For a few days after Sue's party she and Bunny did not do much except play around Aunt Lu's house, for there came several days of rain. The weather was getting colder now, for it was fall, and would soon be winter.
"But I like winter!" said Bunny. "'Cause we can slide down hill. Are there any hills around here, Aunt Lu?"
"Well, not many. Perhaps you might slide in Central Park. We'll see when snow comes."
One clear, cool November day Bunny and Sue were taken to Central Park by Wopsie. They had been promised a ride in a pony cart, and this was the day they were to have it.
Not far from where the animals were kept in the park were some ponies and donkeys. Children could ride on their backs, or sit in a little cart, and have a pony or donkey pull them.
"We'll get in a cart," said Bunny. "I'm going to drive."
"Do you know how?" asked the man, as he lifted Bunny and Sue in. Wopsie got in herself.
"I can drive our dog Splash, when he's hitched up to our express wagon," said Bunny. "I guess I can drive the pony. He isn't much bigger than Splash." This was so, as the pony was a little one.
So Bunny took hold of the lines, but the man who owned the pony carts sent a boy to walk along beside the little horse that was pulling Bunny, Sue and Wopsie.
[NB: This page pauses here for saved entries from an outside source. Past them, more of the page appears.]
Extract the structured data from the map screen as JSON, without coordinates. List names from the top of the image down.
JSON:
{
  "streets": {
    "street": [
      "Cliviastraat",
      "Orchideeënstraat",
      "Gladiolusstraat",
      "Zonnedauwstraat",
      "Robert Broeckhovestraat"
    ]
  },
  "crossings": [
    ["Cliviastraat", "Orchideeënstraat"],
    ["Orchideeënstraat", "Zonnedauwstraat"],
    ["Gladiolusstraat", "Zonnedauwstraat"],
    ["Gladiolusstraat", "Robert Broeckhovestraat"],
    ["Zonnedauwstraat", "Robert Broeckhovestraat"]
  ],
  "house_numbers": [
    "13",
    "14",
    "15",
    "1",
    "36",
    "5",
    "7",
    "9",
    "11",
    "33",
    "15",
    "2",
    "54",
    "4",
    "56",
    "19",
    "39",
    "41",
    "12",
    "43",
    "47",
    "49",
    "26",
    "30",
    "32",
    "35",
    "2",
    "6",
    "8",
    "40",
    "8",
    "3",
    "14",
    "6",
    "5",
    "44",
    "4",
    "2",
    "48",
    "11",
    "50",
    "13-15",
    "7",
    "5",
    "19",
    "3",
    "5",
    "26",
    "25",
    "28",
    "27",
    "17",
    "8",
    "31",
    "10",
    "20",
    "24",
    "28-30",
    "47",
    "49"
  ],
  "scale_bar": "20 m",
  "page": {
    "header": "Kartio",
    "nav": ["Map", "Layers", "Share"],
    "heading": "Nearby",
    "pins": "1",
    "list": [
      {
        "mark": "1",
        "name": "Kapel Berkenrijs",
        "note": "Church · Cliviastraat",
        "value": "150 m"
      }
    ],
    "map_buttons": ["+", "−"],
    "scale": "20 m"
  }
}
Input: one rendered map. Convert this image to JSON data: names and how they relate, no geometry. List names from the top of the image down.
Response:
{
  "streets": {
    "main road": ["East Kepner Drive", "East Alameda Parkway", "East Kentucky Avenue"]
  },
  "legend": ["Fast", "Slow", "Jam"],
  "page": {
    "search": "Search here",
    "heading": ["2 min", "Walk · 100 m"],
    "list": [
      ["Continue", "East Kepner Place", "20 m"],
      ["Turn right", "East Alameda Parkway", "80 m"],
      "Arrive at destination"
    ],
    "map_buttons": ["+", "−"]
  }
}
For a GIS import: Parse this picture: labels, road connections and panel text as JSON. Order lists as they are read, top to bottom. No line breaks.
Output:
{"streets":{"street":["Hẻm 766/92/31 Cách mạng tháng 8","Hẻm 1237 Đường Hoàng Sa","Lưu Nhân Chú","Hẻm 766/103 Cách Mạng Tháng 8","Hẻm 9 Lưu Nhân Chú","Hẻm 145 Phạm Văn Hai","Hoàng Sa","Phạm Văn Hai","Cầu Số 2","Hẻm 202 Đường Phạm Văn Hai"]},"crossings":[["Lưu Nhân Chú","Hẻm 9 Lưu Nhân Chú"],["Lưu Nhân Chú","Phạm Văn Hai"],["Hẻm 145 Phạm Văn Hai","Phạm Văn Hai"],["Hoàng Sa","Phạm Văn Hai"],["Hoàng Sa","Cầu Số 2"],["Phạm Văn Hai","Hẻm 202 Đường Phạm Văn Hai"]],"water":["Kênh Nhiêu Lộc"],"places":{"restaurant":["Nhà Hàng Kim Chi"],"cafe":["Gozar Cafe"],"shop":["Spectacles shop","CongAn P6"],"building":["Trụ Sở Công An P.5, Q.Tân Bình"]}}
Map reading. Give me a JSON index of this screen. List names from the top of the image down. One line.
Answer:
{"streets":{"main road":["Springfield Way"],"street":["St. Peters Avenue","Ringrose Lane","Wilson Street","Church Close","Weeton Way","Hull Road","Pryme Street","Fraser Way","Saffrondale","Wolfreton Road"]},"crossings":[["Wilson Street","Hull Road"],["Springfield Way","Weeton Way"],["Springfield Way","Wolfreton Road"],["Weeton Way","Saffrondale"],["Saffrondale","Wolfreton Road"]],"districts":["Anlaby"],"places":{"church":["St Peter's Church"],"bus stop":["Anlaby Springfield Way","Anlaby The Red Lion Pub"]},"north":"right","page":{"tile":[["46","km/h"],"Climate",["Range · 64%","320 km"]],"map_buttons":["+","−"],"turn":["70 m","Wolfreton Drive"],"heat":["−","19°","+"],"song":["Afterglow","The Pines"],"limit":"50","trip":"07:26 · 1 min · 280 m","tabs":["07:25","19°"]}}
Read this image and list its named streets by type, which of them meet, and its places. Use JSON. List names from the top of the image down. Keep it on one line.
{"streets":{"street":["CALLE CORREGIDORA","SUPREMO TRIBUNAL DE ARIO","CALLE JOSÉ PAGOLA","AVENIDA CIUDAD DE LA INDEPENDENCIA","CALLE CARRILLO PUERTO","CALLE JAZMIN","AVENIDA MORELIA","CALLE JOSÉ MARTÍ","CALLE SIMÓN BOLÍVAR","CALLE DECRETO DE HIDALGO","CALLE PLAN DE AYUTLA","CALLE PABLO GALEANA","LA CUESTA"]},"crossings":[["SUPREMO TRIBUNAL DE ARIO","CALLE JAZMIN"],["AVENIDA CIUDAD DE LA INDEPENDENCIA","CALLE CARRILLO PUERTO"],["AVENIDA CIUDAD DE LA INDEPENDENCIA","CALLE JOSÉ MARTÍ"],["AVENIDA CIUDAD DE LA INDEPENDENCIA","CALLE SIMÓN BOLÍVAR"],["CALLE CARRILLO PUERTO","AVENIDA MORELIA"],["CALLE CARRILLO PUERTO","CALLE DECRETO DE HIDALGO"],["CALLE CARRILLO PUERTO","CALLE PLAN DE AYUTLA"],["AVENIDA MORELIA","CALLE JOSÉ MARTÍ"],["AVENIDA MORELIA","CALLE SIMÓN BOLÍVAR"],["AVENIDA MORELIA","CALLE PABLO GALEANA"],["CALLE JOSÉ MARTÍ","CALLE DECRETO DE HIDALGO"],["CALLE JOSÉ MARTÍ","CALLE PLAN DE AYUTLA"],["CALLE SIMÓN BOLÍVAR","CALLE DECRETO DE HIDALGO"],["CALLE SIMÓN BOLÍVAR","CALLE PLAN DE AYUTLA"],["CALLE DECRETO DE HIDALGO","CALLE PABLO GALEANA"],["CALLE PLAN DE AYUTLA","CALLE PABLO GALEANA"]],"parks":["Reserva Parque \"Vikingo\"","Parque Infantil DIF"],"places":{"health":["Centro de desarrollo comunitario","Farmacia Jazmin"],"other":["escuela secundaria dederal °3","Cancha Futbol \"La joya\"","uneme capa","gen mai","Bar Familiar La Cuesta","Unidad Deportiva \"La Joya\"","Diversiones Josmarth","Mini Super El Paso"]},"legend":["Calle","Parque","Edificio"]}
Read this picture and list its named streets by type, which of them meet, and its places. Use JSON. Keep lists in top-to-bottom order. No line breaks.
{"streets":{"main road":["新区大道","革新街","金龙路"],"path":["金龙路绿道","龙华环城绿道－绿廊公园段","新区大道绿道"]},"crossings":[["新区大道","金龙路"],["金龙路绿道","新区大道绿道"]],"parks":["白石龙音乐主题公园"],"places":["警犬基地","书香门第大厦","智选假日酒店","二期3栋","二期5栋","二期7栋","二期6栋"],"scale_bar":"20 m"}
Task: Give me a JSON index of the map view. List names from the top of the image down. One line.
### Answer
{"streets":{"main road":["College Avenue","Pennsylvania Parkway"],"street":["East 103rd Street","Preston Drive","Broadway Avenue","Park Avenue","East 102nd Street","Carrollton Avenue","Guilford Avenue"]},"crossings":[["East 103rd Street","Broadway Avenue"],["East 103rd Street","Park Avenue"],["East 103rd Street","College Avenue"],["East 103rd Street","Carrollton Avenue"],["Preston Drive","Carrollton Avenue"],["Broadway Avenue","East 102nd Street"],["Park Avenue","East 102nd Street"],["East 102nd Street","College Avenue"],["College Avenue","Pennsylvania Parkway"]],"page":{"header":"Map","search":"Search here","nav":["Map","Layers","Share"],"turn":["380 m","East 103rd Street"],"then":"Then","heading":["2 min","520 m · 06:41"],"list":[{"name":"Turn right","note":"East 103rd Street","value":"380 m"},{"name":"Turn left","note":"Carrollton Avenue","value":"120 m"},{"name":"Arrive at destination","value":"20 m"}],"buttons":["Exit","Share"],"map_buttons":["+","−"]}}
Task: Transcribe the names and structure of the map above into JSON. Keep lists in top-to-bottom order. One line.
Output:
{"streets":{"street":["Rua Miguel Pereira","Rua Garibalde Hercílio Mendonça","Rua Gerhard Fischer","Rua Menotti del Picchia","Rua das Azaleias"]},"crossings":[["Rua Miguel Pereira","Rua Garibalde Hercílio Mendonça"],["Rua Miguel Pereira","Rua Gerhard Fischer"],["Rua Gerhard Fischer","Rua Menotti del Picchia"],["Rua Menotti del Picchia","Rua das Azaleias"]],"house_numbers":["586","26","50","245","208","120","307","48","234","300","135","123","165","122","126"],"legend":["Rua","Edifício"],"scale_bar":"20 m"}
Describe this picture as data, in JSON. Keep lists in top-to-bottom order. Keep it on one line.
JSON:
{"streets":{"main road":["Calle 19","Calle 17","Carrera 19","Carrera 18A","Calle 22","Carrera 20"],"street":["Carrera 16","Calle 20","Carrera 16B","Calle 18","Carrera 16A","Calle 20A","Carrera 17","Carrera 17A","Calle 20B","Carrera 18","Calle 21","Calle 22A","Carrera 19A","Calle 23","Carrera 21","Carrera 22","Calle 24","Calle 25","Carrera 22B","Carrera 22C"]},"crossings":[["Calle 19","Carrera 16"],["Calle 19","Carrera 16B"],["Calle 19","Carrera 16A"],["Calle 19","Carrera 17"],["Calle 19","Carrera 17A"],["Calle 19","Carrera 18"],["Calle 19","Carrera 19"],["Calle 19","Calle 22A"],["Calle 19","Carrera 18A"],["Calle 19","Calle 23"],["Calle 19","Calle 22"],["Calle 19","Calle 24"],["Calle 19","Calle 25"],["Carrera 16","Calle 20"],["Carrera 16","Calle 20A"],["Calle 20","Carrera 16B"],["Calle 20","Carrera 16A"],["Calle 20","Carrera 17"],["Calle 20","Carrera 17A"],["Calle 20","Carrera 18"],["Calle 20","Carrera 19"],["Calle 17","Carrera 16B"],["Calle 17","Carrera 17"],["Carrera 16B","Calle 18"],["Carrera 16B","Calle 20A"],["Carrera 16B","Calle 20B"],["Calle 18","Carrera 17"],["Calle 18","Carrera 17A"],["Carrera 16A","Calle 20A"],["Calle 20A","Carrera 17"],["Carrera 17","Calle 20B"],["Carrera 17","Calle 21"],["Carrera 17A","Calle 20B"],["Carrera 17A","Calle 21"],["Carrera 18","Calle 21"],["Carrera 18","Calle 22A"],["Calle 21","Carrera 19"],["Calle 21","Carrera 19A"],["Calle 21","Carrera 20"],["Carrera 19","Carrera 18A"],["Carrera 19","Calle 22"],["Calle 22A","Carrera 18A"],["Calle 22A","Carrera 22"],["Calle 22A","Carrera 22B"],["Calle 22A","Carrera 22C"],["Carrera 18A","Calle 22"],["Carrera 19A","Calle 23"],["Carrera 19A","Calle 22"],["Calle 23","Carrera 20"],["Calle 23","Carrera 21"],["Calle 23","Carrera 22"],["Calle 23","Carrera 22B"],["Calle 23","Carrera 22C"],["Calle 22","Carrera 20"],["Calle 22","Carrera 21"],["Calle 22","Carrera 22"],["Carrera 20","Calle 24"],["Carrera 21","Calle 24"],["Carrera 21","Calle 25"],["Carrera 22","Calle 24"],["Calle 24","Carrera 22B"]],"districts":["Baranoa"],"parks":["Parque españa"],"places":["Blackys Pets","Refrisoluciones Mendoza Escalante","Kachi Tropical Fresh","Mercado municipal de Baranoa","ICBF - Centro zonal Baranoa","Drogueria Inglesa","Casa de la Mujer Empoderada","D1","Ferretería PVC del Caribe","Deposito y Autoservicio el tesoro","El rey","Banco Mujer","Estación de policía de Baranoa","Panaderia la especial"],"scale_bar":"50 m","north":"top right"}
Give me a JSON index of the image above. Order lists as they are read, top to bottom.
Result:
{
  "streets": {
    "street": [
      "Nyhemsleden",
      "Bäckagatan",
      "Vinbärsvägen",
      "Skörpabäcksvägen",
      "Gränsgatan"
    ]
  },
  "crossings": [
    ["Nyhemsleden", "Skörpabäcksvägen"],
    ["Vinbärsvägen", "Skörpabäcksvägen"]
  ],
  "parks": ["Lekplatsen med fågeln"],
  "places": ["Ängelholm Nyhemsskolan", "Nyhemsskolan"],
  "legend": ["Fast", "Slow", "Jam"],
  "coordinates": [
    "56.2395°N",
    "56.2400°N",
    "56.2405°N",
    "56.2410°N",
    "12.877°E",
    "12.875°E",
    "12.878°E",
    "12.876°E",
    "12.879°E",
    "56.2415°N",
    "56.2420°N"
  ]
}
"Giddap!" cried Bunny to the pony. "Go faster!" For the pony was only walking. Just then a dog ran out of the bushes along the park drive, and barked at the pony's heels. Before the boy, whom the man had sent out to take charge of the pony, could stop him, the little horse jumped forward, and the next minute began trotting down the drive very fast, pulling after him the cart, with Bunny, Sue and Wopsie in it.